◆ **Task objective**:
Nothing in the data may be omitted; output it all verbatim.

◆ **Collection entries**:
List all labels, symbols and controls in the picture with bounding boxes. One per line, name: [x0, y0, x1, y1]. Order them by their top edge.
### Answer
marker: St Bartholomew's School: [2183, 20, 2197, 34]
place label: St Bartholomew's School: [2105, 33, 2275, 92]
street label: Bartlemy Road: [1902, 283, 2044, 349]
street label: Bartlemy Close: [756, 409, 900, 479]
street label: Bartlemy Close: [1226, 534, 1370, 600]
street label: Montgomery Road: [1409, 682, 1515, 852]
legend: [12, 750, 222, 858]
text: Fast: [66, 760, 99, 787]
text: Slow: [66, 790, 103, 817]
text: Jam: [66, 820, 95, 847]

◆ **Answer box**:
List all labels, symbols and controls in the picture with bounding boxes. One per line, name: [x0, y0, x1, y1]. Order them by their top edge.
### Answer
marker: St Bartholomew's School: [2183, 20, 2197, 34]
place label: St Bartholomew's School: [2105, 33, 2275, 92]
street label: Bartlemy Road: [1902, 283, 2044, 349]
street label: Bartlemy Close: [756, 409, 900, 479]
street label: Bartlemy Close: [1226, 534, 1370, 600]
street label: Montgomery Road: [1409, 682, 1515, 852]
legend: [12, 750, 222, 858]
text: Fast: [66, 760, 99, 787]
text: Slow: [66, 790, 103, 817]
text: Jam: [66, 820, 95, 847]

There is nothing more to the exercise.